What every figure on the results panel means, why it's accurate, and the exact line to say when you're explaining it to a client.
Most online calculators are wrong because they work interest out monthly. Real lenders calculate it daily, on what you actually owe that day, then charge the total once a month — exactly as it shows on a bank statement. This calculator uses that same daily method.
So every dollar sitting in the offset is a dollar the client isn't paying interest on — every single day, not just at month end.
Split 1 balance $544,181 − offset $31,600 = $512,581 actually charged interest. That's $88.05 a day. The offset alone saves about $163 in the first month — and that saving grows every month as the offset grows.
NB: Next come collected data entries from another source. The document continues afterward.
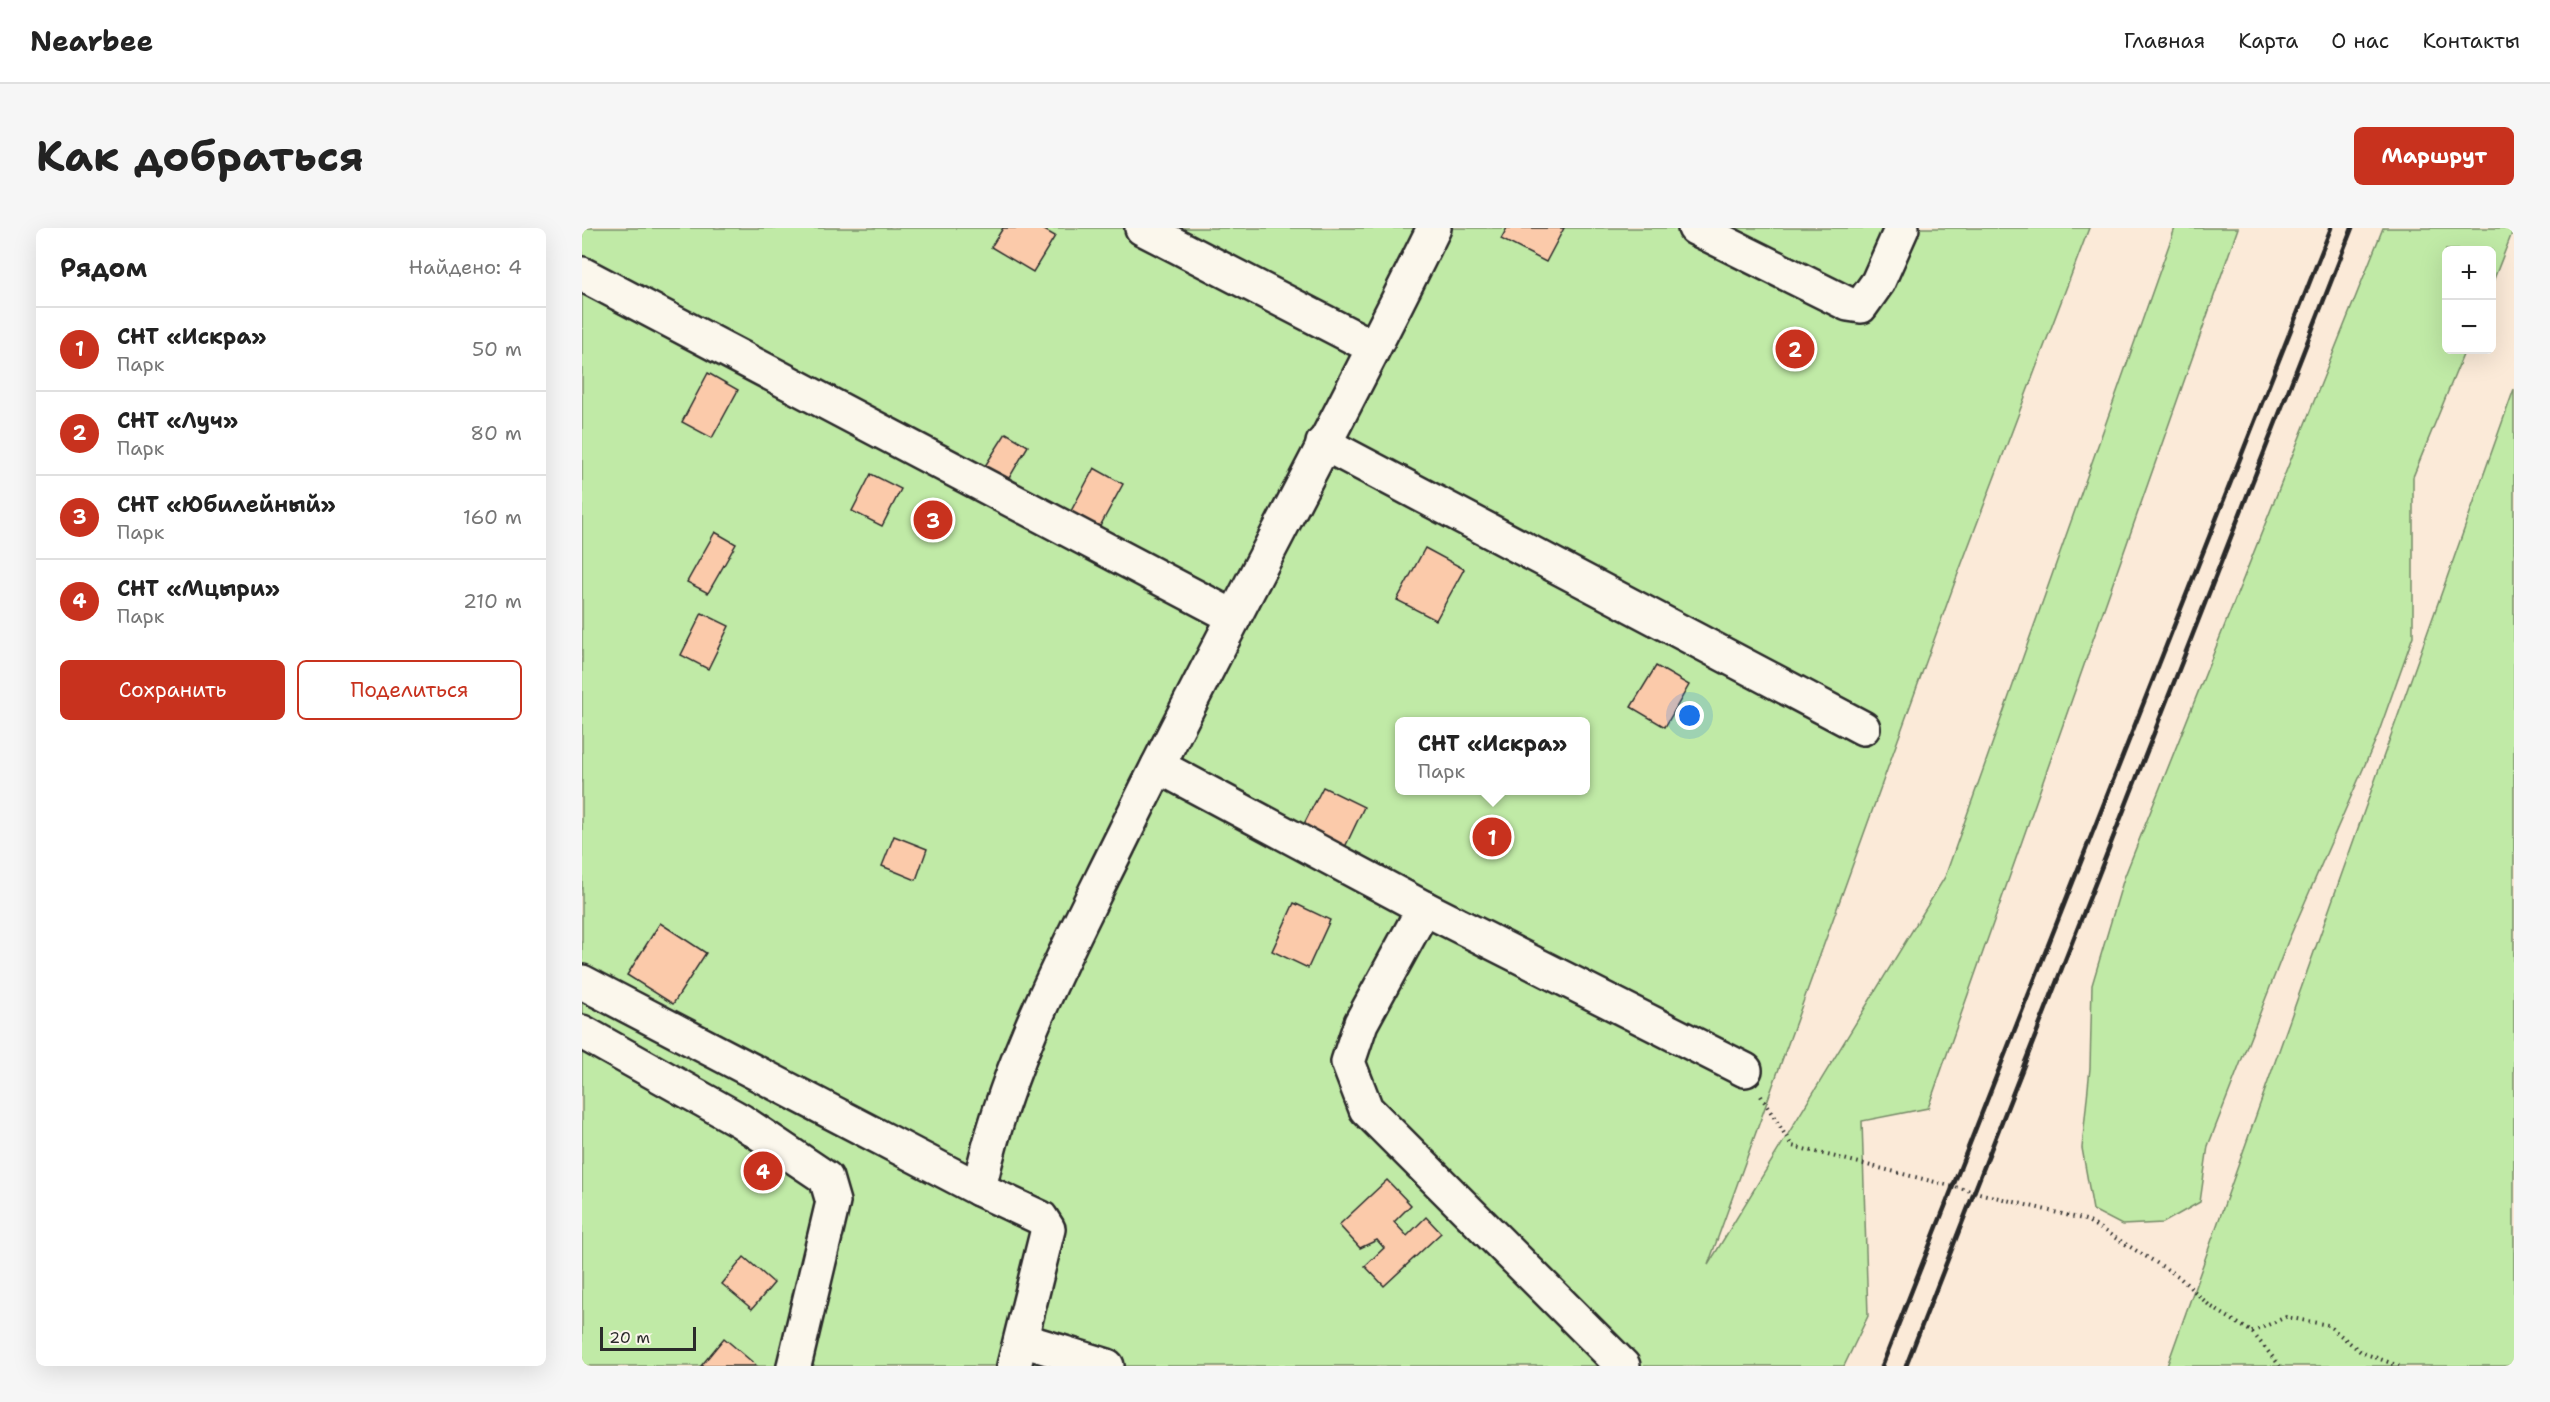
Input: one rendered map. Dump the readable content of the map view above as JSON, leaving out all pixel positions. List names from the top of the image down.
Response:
{
  "scale_bar": "20 m",
  "page": {
    "header": "Nearbee",
    "nav": [
      "Главная",
      "Карта",
      "О нас",
      "Контакты"
    ],
    "buttons": [
      "Маршрут",
      ["Сохранить", "Поделиться"]
    ],
    "title": "Как добраться",
    "heading": ["Рядом", "Найдено: 4"],
    "map_buttons": ["+", "−"],
    "list": [
      {
        "mark": "1",
        "name": "СНТ «Искра»",
        "note": "Парк",
        "value": "50 m"
      },
      {
        "mark": "2",
        "name": "СНТ «Луч»",
        "note": "Парк",
        "value": "80 m"
      },
      {
        "mark": "3",
        "name": "СНТ «Юбилейный»",
        "note": "Парк",
        "value": "160 m"
      },
      {
        "mark": "4",
        "name": "СНТ «Мцыри»",
        "note": "Парк",
        "value": "210 m"
      }
    ],
    "pins": [
      "2",
      "3",
      "1",
      "4"
    ],
    "popup": ["СНТ «Искра»", "Парк"],
    "scale": "20 m"
  }
}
"This isn't a rough estimate. It works your interest out the same way your lender does — daily, on your balance minus whatever's in your offset."
As savings build in the offset, one day it equals what's left on the loan. From that moment the client could wipe the loan by emptying the offset — so they're effectively debt-free, even though the loan account still shows a balance.
"You don't have to actually pay it off. The day your offset matches the loan, you're debt-free in every way that matters — and you keep the cash, with full access."
The same loan, compared two ways: run the standard way (principal & interest over the full term, no offset, no extra repayments) versus the client's plan. Both sides use the daily method, so the difference is purely what the offset and repayment strategy saves.
The clever part, and the bit worth selling. Once a loan's offset fully covers it, that money would normally just sit idle. Instead the calculator redirects the surplus — plus the repayment that loan no longer needs — into the next loan's offset (the next split on the same property first, then the next property). It models exactly how you'd coach a disciplined client to recycle cashflow across a portfolio.
"Having an offset is good. Using it across your whole portfolio is what saves the big money — once one loan's covered, we point that surplus at the next one so nothing sits idle."
There are two saving numbers on screen. They aren't two separate claims — the redirect benefit is a slice of the total:
| Split | Loan | Effective payoff | Interest saved |
|---|---|---|---|
| 1 · Property 1 | $544,181 | 12 yr 6 mo | $438,410 |
| 2 · Property 1 | $107,000 | 13 yr 10 mo | $55,045 |
| 1 · Property 2 | $557,930 | 18 yr 10 mo | $205,128 |
| Total interest saved | $698,582 | ||
In this example the client only funds an offset on Split 1. As each loan becomes effectively debt-free, that surplus — plus the repayment it no longer needs — is redirected into the offset on the next loan (Split 2, then Split 3). Those offsets fill entirely from the redirect, so every dollar saved on Splits 2 & 3 is the offset-redirect benefit:
"$438k of the saving comes from Split 1's own offset. The other $260k comes from recycling that surplus into the other two loans — money that would otherwise have done nothing."
Stating these builds trust — and pre-empts the “is this real?” question.
"These are projections to compare your options, not a promise. The big variable is rates, which we've held steady so we're comparing like with like."
“Is this just a sales-gimmick number?”
No — interest is calculated daily on balance-minus-offset, the same way the lender does it.
“Do I actually have to pay the loan off early?”
No. ‘Effective payoff’ means your offset covers the balance — you stay in control of the cash and pay no further interest either way.
“What if I dip into the offset?”
The benefit scales with what's in there. Pull money out and that month's saving drops; it's your money and stays flexible — that's the point of an offset over extra repayments.
“Why does the saving keep growing late in the loan?”
Because once each loan is covered, its surplus and its old repayment get redirected to the next one — so the offset never plateaus and the last loan gets hit hardest.